Date: 20 Mar 1995 12:22:37 -0500
From: ioostind@cln.etc.bc.ca (Ian Oostindie)
Subject: Why 1 is prime

        My friend, Roger Gillies told me he received some 
useful math information from you and gave me your e-mail 
address.  I thought of you when a grade six student stumped 
me with a classic.  Well, at least a classic in my mind.

        Just recently a grade six student asked me "Why is 1 
not considered prime?"  I tried to answer but as usual 
could not since I do not understand this either.  I thought 
it may lie in the fact that "we" don't use the true definition 
or we are interpreting it wrong.  A prime is normally 
described as a number that can be expressed by only one and 
itself.  We exclude all non-natural numbers from the set that 
we will be working on and then everything is fine except for 
when we work with 1.

        1 = 1 x 1.  That is, one equals 1 times itself and there 
is no other combination.

        Now to the grade six student in Faro Yukon, I said 
there may be a small print clause in the contract with the 
math gods that says you can only write it once since 1 also 
equals 1x1x1x1x...   This would not work for other primes 
such as two: 2 does not equal 1x2x2x2x...  Likewise, 3 does 
not equal 1x3x3x3x...

        Patterns are very important to mathematics, I further 
explained, and this is a pattern I see being broken.  I showed 
this in a slightly different way to the grade sixer but in 
essence the same.

        My question to you, Dr. Math, is what is the small print 
in the contract with the Math gods and how do we explain it 
to the grade six kids that are supposed to know it?

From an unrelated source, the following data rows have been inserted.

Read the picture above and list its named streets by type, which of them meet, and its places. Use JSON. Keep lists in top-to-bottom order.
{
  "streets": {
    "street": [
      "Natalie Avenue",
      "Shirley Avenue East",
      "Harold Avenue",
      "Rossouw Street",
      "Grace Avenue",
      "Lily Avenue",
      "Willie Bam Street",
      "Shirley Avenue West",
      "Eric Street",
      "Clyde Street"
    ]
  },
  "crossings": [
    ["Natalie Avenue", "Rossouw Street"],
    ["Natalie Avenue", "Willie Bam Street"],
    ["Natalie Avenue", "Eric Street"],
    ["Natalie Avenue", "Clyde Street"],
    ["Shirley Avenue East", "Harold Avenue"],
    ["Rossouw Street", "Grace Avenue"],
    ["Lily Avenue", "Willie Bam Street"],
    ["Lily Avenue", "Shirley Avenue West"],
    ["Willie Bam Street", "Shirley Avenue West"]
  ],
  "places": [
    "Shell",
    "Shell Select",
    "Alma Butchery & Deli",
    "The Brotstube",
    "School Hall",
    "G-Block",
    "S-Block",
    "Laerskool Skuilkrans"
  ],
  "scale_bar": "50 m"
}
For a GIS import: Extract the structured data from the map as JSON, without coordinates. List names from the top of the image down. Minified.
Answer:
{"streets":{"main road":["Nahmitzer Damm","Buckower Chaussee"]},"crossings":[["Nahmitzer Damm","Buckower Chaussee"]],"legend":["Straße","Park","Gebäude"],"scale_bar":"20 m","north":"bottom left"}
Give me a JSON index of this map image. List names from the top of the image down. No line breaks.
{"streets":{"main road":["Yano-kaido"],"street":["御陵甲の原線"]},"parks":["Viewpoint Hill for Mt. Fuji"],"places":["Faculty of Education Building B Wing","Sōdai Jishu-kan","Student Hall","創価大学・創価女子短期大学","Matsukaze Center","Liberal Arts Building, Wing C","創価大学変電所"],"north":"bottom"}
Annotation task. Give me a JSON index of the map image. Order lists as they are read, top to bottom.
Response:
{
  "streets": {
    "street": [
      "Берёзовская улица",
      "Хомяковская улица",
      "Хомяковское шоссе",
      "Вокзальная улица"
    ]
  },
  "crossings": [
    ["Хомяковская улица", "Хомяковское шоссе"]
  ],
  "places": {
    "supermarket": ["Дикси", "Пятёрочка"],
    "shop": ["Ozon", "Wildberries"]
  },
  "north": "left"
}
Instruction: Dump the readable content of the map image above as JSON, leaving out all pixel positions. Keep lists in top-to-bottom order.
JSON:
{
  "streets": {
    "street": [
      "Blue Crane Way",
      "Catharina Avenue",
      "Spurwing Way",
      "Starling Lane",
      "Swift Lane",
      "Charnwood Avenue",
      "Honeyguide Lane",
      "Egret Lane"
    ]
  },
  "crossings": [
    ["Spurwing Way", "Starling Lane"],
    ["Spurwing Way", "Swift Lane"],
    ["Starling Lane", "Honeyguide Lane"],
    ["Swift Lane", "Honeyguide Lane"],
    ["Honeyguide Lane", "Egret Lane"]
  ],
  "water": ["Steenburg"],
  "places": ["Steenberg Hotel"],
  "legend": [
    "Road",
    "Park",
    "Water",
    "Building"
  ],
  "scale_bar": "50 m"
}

        Thank you very much for any consideration you make.






Date: 25 Mar 1995 16:21:45 -0500
From: Dr. Ken
Subject: Re: Why 1 is prime

Hello there!

Yes, you're definitely on the right track.  In fact, it's precisely 
because of "patterns that mathematicians don't like to break" 
that 1 is not defined as a prime.  Perhaps you have seen the 
theorem (even if you haven't, I'm sure you know it intuitively) 
that any positive integer has a unique factorization into primes.  
For instance, 4896 = 2^5 * 3^2 * 17, and this is the only possible 
way to factor 4896.  But what if we allow 1 in our list of prime 
factors?  Well, then we'd also get 1 * 2^5 * 3^2 * 17, and 
1^75 * 2^5 * 3^2 * 17, and so on.  So really, the flavor of the 
theorem is true only if you don't allow 1 in there.

So why didn't we just say something like "a prime factorization
is a factorization in which there are no factors of 1" or 
something?  Well, it turns out that if you look at some more 
number theory and you accept 1 as a prime number, you'd have 
all kinds of theorems that say things like "This is true for all 
prime numbers except 1" and stuff like that.  So rather than 
always having to exclude 1 every time we use prime numbers, 
we just say that 1 isn't prime, end of story.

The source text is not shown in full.